Search code examples
pythonmachine-learningscikit-learnclassificationmetrics

Why sklearn returns the accuracy and weighted-average recall the same value in binary classification?


My problem is a binary classification where I use the following code to get the accuracy and weighted average recall.

from sklearn.ensemble import RandomForestClassifier
clf=RandomForestClassifier(random_state = 0, class_weight="balanced")

from sklearn.model_selection import cross_validate
cross_validate(clf, X, y, cv=10, scoring = ('accuracy', 'precision_weighted', 'recall_weighted', 'f1_weighted'))

I noted that the values of accuracy and weighted average recall are equal.

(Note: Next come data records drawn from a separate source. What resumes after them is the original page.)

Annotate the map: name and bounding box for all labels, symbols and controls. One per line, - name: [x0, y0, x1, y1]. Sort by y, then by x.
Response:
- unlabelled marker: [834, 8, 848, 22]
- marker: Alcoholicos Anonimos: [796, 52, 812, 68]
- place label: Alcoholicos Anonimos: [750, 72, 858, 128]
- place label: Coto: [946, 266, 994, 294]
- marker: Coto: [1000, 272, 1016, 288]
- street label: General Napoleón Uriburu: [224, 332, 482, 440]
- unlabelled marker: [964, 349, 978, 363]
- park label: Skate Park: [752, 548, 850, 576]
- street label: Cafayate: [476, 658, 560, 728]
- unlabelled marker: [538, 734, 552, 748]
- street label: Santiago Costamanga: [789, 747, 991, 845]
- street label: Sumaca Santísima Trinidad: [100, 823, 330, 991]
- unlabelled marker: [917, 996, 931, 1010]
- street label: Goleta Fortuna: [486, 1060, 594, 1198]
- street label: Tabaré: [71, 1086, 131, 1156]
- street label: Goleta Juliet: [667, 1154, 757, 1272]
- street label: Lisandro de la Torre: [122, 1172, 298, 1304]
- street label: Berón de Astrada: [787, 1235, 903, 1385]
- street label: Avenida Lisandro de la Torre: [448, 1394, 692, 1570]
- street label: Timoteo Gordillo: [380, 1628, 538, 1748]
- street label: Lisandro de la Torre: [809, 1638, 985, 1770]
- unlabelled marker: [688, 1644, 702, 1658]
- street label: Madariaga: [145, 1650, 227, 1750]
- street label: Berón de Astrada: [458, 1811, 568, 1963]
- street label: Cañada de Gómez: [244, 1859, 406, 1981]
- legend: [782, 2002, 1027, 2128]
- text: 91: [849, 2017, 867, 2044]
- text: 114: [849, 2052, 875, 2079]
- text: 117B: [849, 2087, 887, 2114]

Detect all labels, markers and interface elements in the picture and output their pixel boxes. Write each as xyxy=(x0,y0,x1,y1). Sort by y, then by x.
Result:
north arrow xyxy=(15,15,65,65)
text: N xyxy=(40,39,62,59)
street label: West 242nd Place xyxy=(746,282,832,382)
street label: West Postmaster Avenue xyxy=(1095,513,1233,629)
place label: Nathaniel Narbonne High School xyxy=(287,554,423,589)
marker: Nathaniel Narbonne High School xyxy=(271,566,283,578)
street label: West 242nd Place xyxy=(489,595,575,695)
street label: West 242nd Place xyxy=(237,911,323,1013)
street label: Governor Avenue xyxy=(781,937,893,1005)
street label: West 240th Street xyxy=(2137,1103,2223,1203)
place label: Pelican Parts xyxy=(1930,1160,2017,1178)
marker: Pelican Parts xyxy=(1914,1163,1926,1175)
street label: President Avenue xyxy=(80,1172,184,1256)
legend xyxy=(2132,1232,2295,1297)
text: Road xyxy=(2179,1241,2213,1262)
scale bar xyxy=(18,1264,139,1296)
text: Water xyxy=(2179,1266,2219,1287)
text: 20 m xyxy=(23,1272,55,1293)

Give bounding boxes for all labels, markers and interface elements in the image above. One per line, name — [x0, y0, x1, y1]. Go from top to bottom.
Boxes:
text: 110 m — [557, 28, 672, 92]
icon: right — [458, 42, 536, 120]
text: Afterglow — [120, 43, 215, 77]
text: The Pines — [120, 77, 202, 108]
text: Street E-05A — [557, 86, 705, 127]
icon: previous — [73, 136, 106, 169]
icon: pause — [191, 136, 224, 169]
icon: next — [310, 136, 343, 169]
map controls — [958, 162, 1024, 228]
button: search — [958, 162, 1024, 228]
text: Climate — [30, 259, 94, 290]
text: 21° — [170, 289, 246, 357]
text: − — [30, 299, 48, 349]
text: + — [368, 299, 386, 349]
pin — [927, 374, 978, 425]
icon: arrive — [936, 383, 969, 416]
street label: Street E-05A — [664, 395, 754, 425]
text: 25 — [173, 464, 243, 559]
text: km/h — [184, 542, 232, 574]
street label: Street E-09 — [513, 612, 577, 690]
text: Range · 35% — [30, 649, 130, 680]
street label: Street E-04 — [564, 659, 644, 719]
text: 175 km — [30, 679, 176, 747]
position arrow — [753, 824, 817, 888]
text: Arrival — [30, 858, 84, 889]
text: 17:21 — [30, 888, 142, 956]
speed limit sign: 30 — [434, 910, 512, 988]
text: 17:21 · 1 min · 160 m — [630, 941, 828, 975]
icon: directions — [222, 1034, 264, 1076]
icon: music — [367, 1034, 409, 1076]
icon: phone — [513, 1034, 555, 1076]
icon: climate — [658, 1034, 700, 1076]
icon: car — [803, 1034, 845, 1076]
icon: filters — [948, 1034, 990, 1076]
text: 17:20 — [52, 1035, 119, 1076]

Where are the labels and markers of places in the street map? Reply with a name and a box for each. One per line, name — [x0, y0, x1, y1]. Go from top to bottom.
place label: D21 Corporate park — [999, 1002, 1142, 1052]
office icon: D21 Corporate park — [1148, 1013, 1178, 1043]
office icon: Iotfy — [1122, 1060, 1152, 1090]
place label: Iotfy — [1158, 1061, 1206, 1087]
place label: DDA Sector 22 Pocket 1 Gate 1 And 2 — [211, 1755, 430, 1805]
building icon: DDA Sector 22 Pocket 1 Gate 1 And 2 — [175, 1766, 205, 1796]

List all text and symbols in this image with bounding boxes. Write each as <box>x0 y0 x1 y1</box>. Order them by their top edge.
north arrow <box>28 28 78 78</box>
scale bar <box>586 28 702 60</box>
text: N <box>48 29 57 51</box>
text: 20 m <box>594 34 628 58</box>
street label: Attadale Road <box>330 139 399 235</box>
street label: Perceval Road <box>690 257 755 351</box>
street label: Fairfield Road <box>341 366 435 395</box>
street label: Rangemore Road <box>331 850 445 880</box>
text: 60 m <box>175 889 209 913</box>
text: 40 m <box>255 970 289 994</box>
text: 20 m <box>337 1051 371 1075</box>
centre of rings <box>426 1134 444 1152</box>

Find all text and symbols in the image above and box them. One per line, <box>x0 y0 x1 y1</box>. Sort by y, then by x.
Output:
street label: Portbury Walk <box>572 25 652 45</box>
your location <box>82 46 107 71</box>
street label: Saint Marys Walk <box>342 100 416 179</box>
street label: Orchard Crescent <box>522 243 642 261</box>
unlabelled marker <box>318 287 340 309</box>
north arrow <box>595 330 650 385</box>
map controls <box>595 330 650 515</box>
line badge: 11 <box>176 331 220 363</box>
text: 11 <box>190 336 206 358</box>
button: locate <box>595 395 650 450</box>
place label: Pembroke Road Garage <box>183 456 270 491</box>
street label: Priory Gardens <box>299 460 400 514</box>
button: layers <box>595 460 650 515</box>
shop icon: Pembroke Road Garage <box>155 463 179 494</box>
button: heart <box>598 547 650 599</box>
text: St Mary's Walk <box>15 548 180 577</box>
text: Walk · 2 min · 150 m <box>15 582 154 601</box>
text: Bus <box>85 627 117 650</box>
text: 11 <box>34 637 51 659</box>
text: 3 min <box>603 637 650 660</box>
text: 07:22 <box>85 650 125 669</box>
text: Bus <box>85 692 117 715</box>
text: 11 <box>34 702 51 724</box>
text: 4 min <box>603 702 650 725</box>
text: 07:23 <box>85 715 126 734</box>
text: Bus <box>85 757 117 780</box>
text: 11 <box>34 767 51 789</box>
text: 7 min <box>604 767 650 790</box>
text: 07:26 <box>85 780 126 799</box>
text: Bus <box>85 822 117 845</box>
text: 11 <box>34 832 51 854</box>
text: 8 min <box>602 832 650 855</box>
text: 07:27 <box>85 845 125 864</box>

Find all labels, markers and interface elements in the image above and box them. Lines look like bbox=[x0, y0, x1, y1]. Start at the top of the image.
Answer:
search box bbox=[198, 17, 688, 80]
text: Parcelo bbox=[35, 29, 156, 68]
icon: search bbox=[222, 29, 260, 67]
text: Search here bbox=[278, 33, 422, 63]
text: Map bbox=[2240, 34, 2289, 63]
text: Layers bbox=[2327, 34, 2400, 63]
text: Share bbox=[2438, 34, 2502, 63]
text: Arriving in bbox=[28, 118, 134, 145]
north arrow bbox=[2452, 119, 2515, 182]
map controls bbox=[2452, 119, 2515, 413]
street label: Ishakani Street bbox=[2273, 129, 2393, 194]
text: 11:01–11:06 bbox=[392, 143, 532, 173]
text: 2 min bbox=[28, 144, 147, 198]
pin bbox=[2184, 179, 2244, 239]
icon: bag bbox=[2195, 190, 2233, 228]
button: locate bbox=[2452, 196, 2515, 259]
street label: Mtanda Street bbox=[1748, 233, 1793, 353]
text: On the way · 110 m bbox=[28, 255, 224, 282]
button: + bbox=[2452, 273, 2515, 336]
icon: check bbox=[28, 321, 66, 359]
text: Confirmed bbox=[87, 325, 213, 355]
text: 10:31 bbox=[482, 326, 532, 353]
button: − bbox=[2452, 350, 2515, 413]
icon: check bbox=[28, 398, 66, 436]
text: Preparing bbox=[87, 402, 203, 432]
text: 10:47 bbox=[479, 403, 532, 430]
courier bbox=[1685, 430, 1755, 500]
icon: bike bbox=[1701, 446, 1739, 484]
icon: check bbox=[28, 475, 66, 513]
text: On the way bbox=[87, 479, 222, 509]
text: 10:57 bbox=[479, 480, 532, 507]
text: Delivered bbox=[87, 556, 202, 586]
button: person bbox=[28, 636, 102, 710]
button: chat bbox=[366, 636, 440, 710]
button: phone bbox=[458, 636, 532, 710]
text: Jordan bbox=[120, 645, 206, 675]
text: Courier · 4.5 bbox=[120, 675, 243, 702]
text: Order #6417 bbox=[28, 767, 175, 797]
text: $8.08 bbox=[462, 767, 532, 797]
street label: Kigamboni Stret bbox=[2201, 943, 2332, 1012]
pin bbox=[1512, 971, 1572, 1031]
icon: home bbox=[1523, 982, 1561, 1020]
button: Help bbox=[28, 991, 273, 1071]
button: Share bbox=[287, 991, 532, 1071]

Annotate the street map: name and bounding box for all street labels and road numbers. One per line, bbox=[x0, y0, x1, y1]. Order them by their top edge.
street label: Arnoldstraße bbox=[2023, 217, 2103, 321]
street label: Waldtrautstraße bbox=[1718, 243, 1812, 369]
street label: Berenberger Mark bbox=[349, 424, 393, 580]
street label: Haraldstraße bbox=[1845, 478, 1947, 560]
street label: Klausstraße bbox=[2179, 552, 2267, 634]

However, as I understand these two metrics capture two different aspects and thus, I am not clear why they are exactly equal.

I found a post that have similar question: https://www.researchgate.net/post/Multiclass_classification_micro_weighted_recall_equals_accuracy. However, I did not found the answers of that post useful.

I am happy to provide more details if needed.


Solution

  • Accuracy is:

    TP + TN / (P+ N)
    

    So let's assume you have 50 positive classes and 50 negative, and somehow this is prediction 25 correct of your positive classes and 25 correct of your negativ classes, then:

    25 + 25 / (50+50) = 0.5
    

    Weighted average recall: First recall: TP/P = 25/50 = 0.5

    Weighted recall:

    (recall_posivite*number_positve)+(recall_negative*number_negative)/(number_positive + number_negativ) = 0.5*50+0.5*50/(50+50) = 50/100 = 0.5
    

    I hope this helps to understand that it can happen!